Eu não sabia como eu estava conseguindo levar a normalidade de ter Lia morando comigo. Era como ter chegar do outro lado da ponte e não pegar o pote com o tesouro. Eu me sentia casado, mas sem ter acesso à minha esposa.

Acompanhar a gravidez da Lia de perto tinha sido o maior presente que ela poderia ter me dado. Lembro-me que a primeira vez que ouvi o coração de Valentina bater, eu quis soltar fogos de artifícios e mostrar a todos o tamanho da minha felicidade. Outro presente foi Lia ter me deixado escolher o nome, me levando ainda mais para dentro do seu coração.

Então os meses passaram rápidos e tudo o que acontecia com elas, eu estava por perto.
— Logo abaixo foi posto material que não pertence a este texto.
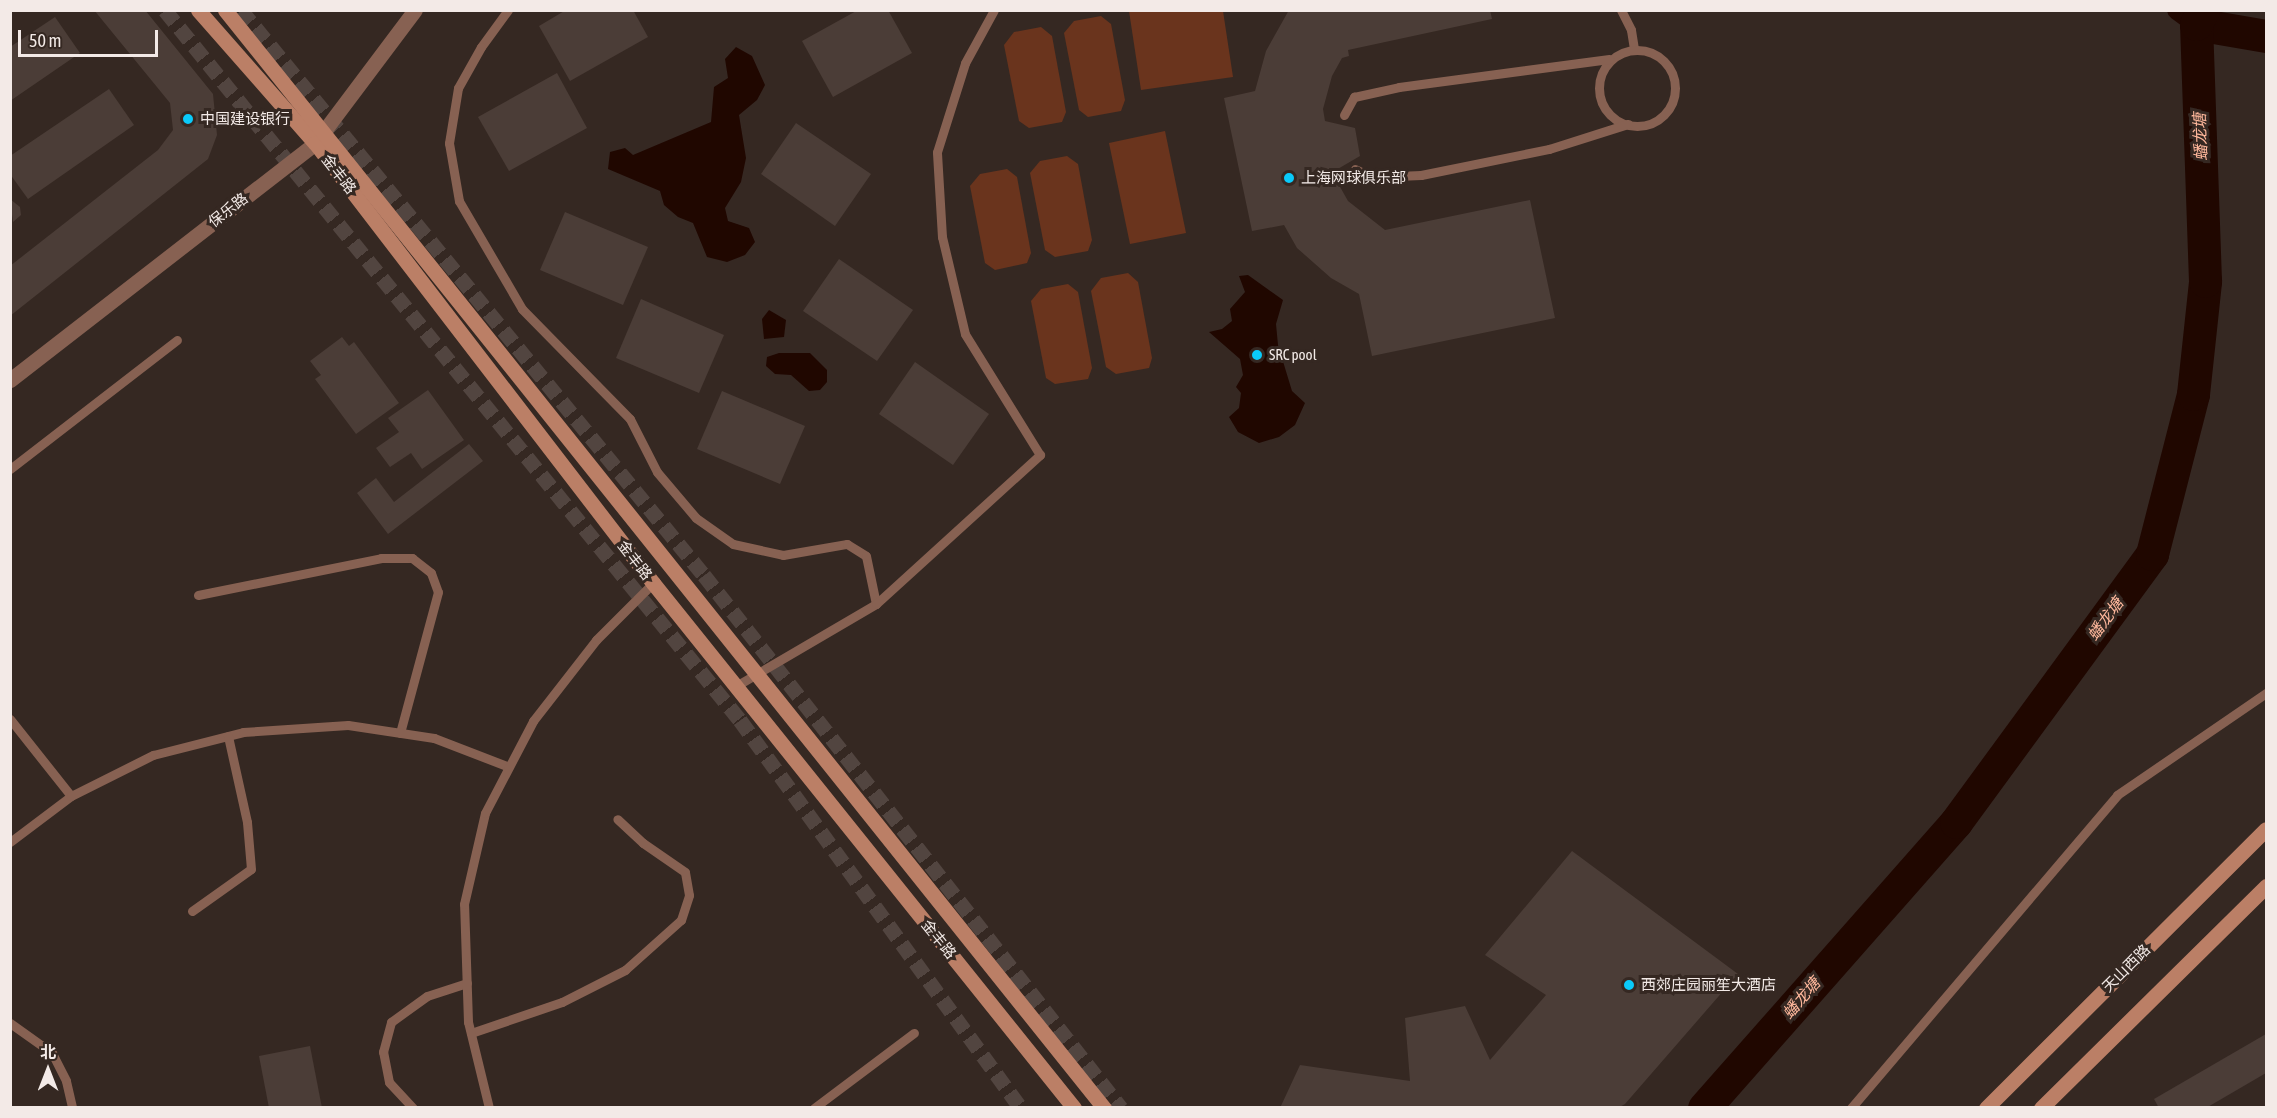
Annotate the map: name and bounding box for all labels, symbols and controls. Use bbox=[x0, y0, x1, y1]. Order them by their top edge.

Ana havia começado a me dar mais um pouco de crédito depois de ver que sua amiga aos poucos nem lembrava mais os motivos que a fizeram chorar.
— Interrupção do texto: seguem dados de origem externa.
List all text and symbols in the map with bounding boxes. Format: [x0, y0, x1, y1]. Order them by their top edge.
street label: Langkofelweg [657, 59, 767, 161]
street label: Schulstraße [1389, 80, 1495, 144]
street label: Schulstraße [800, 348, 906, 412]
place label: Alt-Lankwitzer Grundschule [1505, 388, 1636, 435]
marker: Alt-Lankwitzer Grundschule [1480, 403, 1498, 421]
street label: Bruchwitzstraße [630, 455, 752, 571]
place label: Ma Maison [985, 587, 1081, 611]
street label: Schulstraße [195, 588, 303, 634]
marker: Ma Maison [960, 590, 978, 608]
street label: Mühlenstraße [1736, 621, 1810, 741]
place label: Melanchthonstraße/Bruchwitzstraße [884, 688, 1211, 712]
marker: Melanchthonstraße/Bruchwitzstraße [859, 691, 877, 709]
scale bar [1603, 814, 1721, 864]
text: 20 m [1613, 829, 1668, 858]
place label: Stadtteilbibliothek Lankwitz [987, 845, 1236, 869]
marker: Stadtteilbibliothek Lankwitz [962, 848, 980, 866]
Eu sabia que a relação com seus pais ainda pesavam, mas como ela não tocava no assunto, eu não insistia, mas queria de alguma forma tentar fazer com seu relacionamento ultrapassasse a barreira da ignorância religiosa e pudessem curtir a preparação para a chegada de Valentina.
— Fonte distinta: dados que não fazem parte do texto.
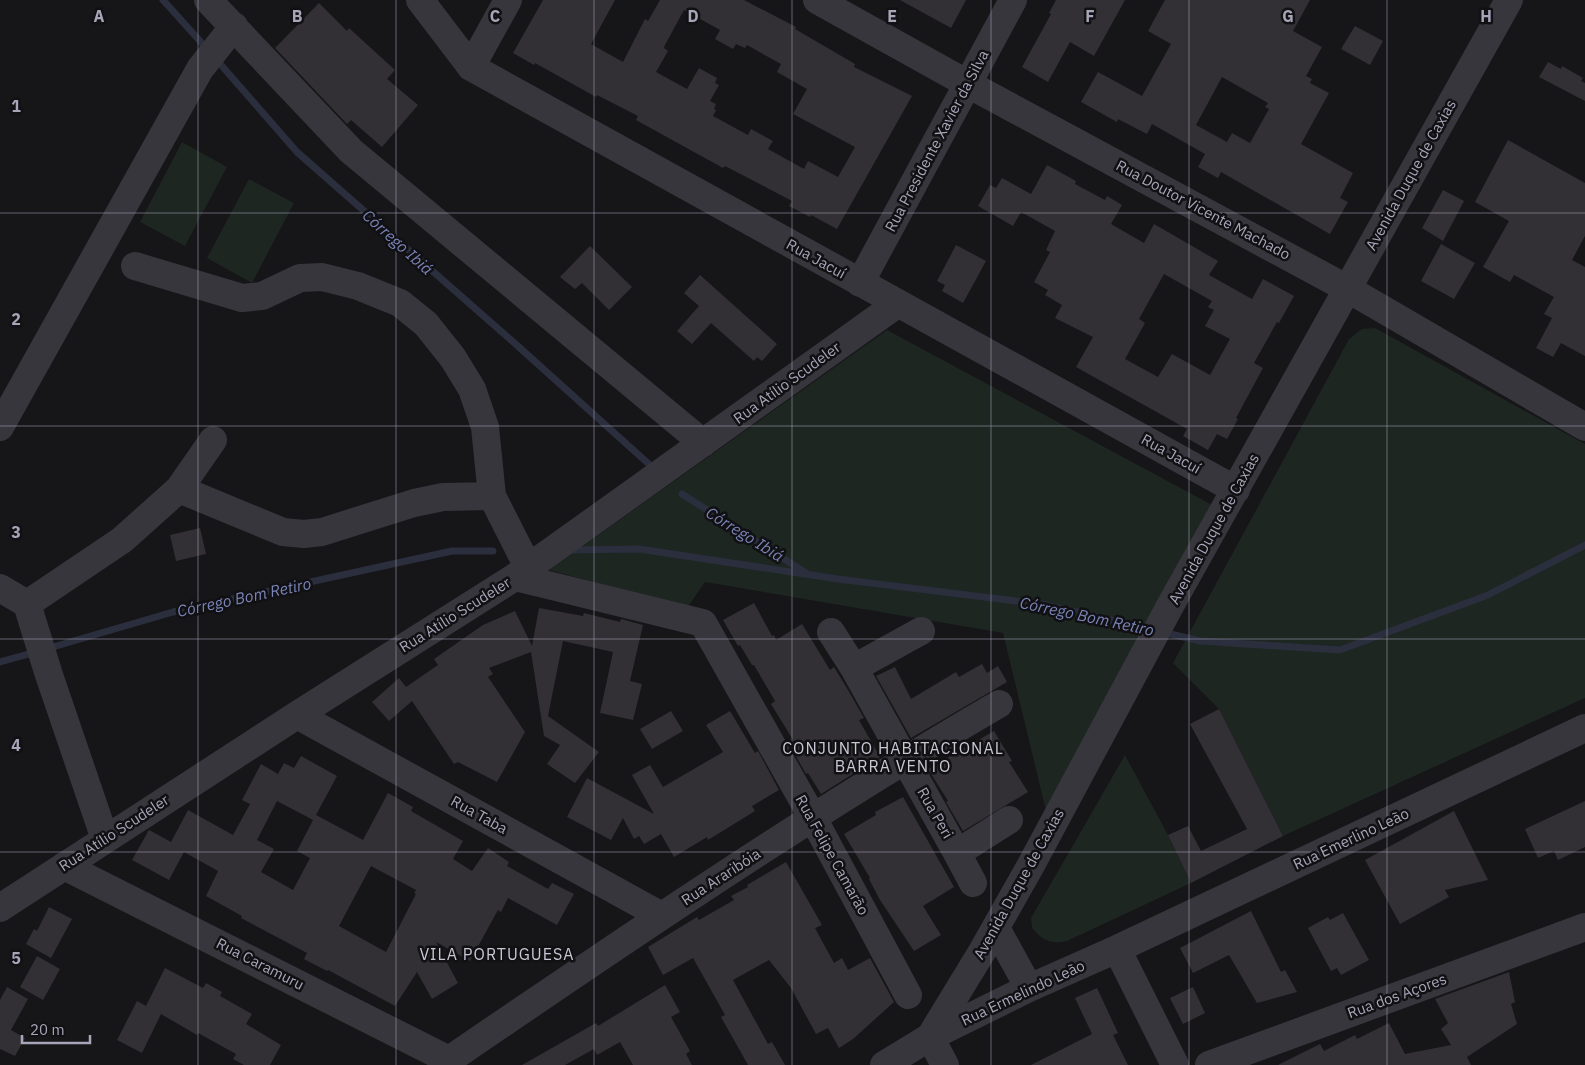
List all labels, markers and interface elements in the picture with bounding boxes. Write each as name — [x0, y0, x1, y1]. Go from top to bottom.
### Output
text: A — [94, 6, 105, 26]
text: B — [292, 6, 303, 26]
text: C — [490, 6, 500, 26]
text: D — [687, 6, 699, 26]
text: E — [887, 6, 897, 26]
text: F — [1085, 6, 1095, 26]
text: G — [1282, 6, 1294, 26]
text: H — [1480, 6, 1492, 26]
street label: Rua Presidente Xavier da Silva — [881, 47, 993, 235]
text: 1 — [11, 96, 21, 116]
street label: Avenida Duque de Caxias — [1361, 96, 1460, 253]
street label: Rua Doutor Vicente Machado — [1113, 155, 1294, 264]
water label: Córrego Ibiá — [359, 205, 437, 279]
street label: Rua Jacuí — [783, 234, 850, 283]
text: 2 — [11, 309, 21, 329]
street label: Rua Atílio Scudeler — [730, 337, 844, 428]
street label: Rua Jacuí — [1138, 429, 1205, 478]
street label: Avenida Duque de Caxias — [1164, 450, 1263, 607]
water label: Córrego Ibiá — [702, 502, 788, 566]
text: 3 — [11, 522, 21, 542]
street label: Rua Atílio Scudeler — [396, 572, 514, 656]
water label: Córrego Bom Retiro — [175, 573, 313, 621]
water label: Córrego Bom Retiro — [1018, 592, 1156, 640]
text: 4 — [11, 735, 21, 755]
district label: CONJUNTO HABITACIONAL BARRA VENTO — [782, 738, 1004, 776]
street label: Rua Peri — [913, 784, 958, 842]
street label: Rua Atílio Scudeler — [55, 790, 173, 875]
street label: Rua Taba — [448, 791, 511, 838]
street label: Rua Felipe Camarão — [792, 791, 873, 918]
street label: Rua Emerlino Leão — [1290, 803, 1412, 874]
street label: Avenida Duque de Caxias — [969, 805, 1068, 962]
street label: Rua Araribóia — [677, 844, 764, 909]
street label: Rua Caramuru — [213, 933, 307, 994]
district label: VILA PORTUGUESA — [419, 944, 575, 964]
text: 5 — [11, 948, 21, 968]
street label: Rua Ermelindo Leão — [958, 956, 1088, 1030]
street label: Rua dos Açores — [1345, 969, 1449, 1022]
scale bar — [22, 1012, 90, 1044]
text: 20 m — [30, 1020, 65, 1039]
Na empresa, eu estava quase finalizando a primeira fase do projeto para enfim passar para a parte mais divertida: a criação. Tive algumas divergências com André pelo caminho, tudo porque ele estava querendo se meter no meu projeto e eu o vetei. Sentia uma certa tensão quando ele e Malu estavam no mesmo ambiente, mas desde que ela não me revelasse um bom motivo para mandá-lo para o hospital, eu apenas acompanhava de longe.

Lia estava pirando com seu TCC, na verdade, o seu professor estava pirando com ela. Cheguei até sugerir que ela trancasse o semestre para cuidar da gravidez, mas irredutível como sempre, achou que eu estava forçando-a a desistir por não sentir que ela conseguiria dar conta de tudo.

Às vezes, só às vezes, eu tinha vontade de segurar Lia pelos ombros e gritar e exigir que ela parasse de tentar ser durona quando estava na cara que não estava indo muito bem nisso. Mas bastava me olhar com aqueles olhos de cachorrinho que caiu da mudança e eu logo esquecia toda a raiva.

Fazíamos passeios, caminhadas, sessões de cinema, como se fossemos um casal de verdade. Era tudo o que eu queria, mas sentia um verdadeiro pânico só de pensar em falar sobre meus sentimentos e ela simplesmente ir embora. Então eu me segurava ao máximo para não estragar tudo.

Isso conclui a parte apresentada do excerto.